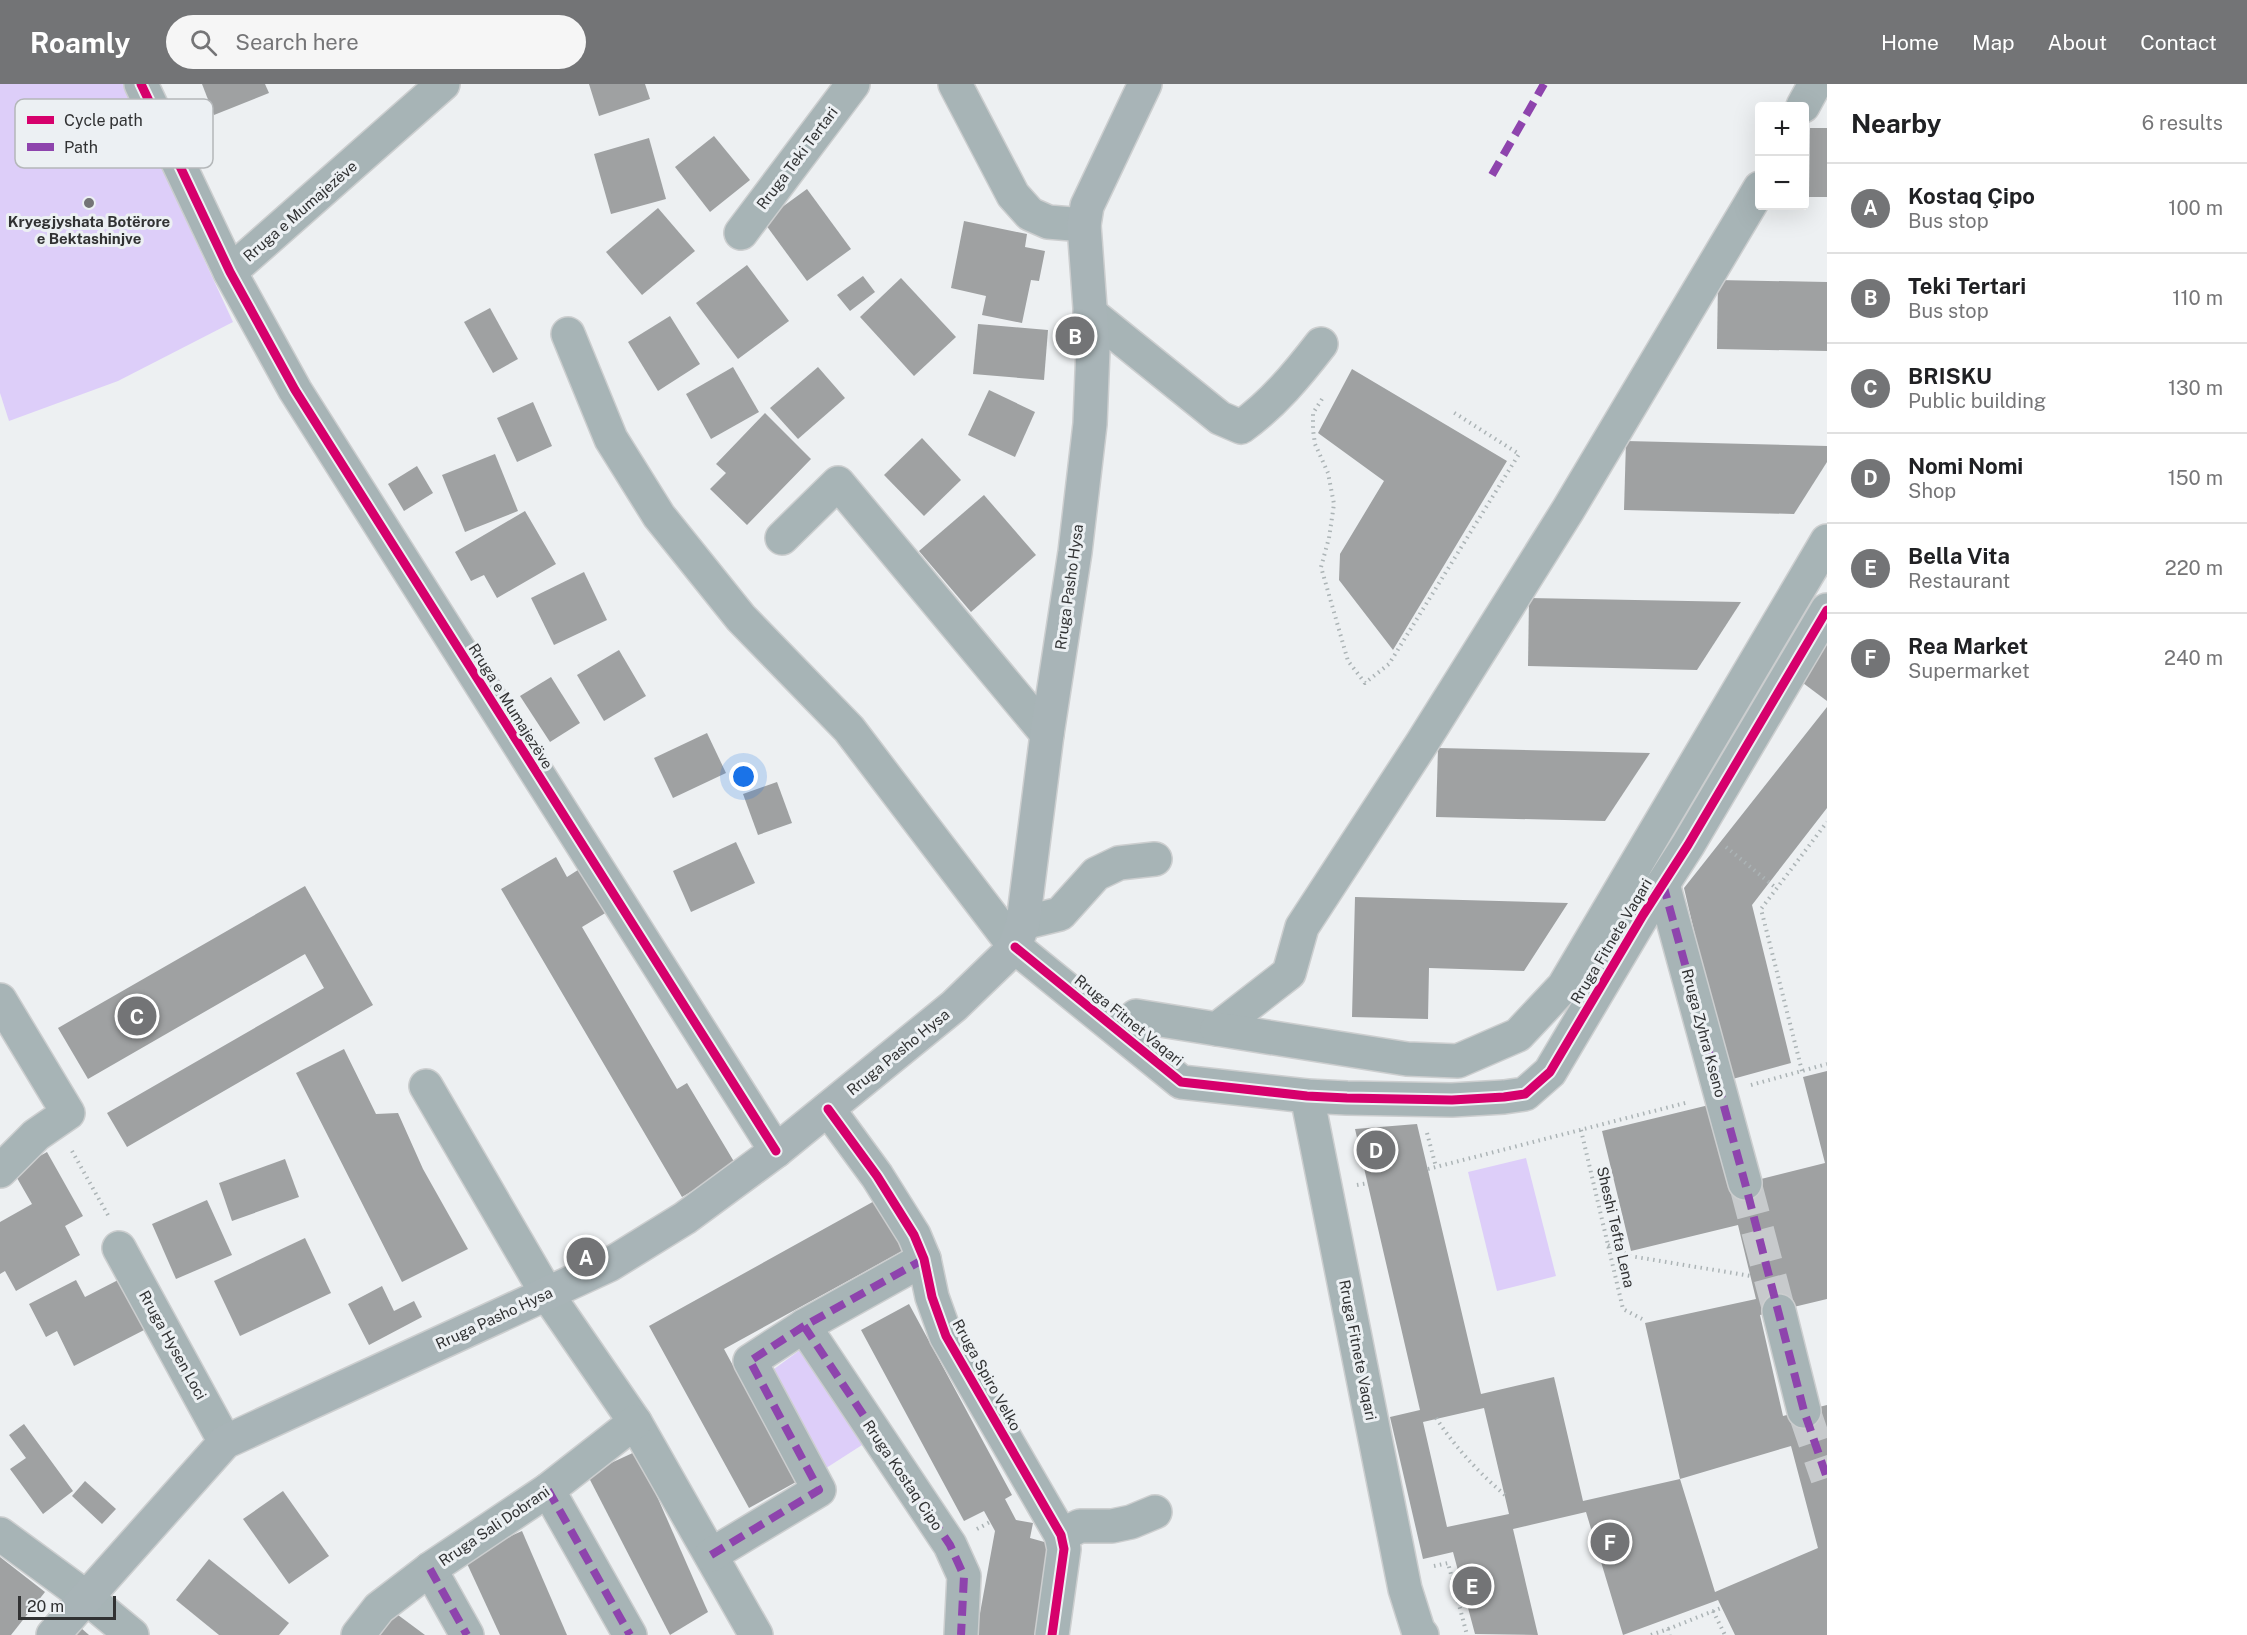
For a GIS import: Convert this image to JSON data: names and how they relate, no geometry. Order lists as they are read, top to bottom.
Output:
{
  "streets": {
    "main road": ["Rruga Pasho Hysa"],
    "street": [
      "Rruga Teki Tertari",
      "Rruga e Mumajezëve",
      "Rruga Fitnete Vaqari",
      "Rruga Fitnet Vaqari",
      "Rruga Zyhra Kseno",
      "Rruga Hysen Loci",
      "Rruga Spiro Velko",
      "Rruga Kostaq Cipo",
      "Rruga Sali Dobrani"
    ],
    "path": ["Sheshi Tefta Lena"]
  },
  "crossings": [
    ["Rruga e Mumajezëve", "Rruga Pasho Hysa"],
    ["Rruga Pasho Hysa", "Rruga Fitnet Vaqari"],
    ["Rruga Pasho Hysa", "Rruga Hysen Loci"],
    ["Rruga Pasho Hysa", "Rruga Spiro Velko"],
    ["Rruga Fitnete Vaqari", "Rruga Fitnet Vaqari"],
    ["Rruga Fitnete Vaqari", "Rruga Zyhra Kseno"]
  ],
  "places": ["Kryegjyshata Botërore e Bektashinjve"],
  "legend": ["Cycle path", "Path"],
  "scale_bar": "20 m",
  "page": {
    "header": "Roamly",
    "search": "Search here",
    "nav": [
      "Home",
      "Map",
      "About",
      "Contact"
    ],
    "heading": ["Nearby", "6 results"],
    "map_buttons": ["+", "−"],
    "list": [
      {
        "mark": "A",
        "name": "Kostaq Çipo",
        "note": "Bus stop",
        "value": "100 m"
      },
      {
        "mark": "B",
        "name": "Teki Tertari",
        "note": "Bus stop",
        "value": "110 m"
      },
      {
        "mark": "C",
        "name": "BRISKU",
        "note": "Public building",
        "value": "130 m"
      },
      {
        "mark": "D",
        "name": "Nomi Nomi",
        "note": "Shop",
        "value": "150 m"
      },
      {
        "mark": "E",
        "name": "Bella Vita",
        "note": "Restaurant",
        "value": "220 m"
      },
      {
        "mark": "F",
        "name": "Rea Market",
        "note": "Supermarket",
        "value": "240 m"
      }
    ],
    "pins": [
      "B",
      "C",
      "D",
      "A",
      "F",
      "E"
    ],
    "scale": "20 m"
  }
}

-- -- --

- **ABOUT THIS EXERCISE**:
Word for word, copy out each record; do not include pictures.

- **SOLUTION BELOW**:
For a GIS import: Convert this image to JSON data: names and how they relate, no geometry. Order lists as they are read, top to bottom.
Output:
{
  "streets": {
    "main road": ["Rruga Pasho Hysa"],
    "street": [
      "Rruga Teki Tertari",
      "Rruga e Mumajezëve",
      "Rruga Fitnete Vaqari",
      "Rruga Fitnet Vaqari",
      "Rruga Zyhra Kseno",
      "Rruga Hysen Loci",
      "Rruga Spiro Velko",
      "Rruga Kostaq Cipo",
      "Rruga Sali Dobrani"
    ],
    "path": ["Sheshi Tefta Lena"]
  },
  "crossings": [
    ["Rruga e Mumajezëve", "Rruga Pasho Hysa"],
    ["Rruga Pasho Hysa", "Rruga Fitnet Vaqari"],
    ["Rruga Pasho Hysa", "Rruga Hysen Loci"],
    ["Rruga Pasho Hysa", "Rruga Spiro Velko"],
    ["Rruga Fitnete Vaqari", "Rruga Fitnet Vaqari"],
    ["Rruga Fitnete Vaqari", "Rruga Zyhra Kseno"]
  ],
  "places": ["Kryegjyshata Botërore e Bektashinjve"],
  "legend": ["Cycle path", "Path"],
  "scale_bar": "20 m",
  "page": {
    "header": "Roamly",
    "search": "Search here",
    "nav": [
      "Home",
      "Map",
      "About",
      "Contact"
    ],
    "heading": ["Nearby", "6 results"],
    "map_buttons": ["+", "−"],
    "list": [
      {
        "mark": "A",
        "name": "Kostaq Çipo",
        "note": "Bus stop",
        "value": "100 m"
      },
      {
        "mark": "B",
        "name": "Teki Tertari",
        "note": "Bus stop",
        "value": "110 m"
      },
      {
        "mark": "C",
        "name": "BRISKU",
        "note": "Public building",
        "value": "130 m"
      },
      {
        "mark": "D",
        "name": "Nomi Nomi",
        "note": "Shop",
        "value": "150 m"
      },
      {
        "mark": "E",
        "name": "Bella Vita",
        "note": "Restaurant",
        "value": "220 m"
      },
      {
        "mark": "F",
        "name": "Rea Market",
        "note": "Supermarket",
        "value": "240 m"
      }
    ],
    "pins": [
      "B",
      "C",
      "D",
      "A",
      "F",
      "E"
    ],
    "scale": "20 m"
  }
}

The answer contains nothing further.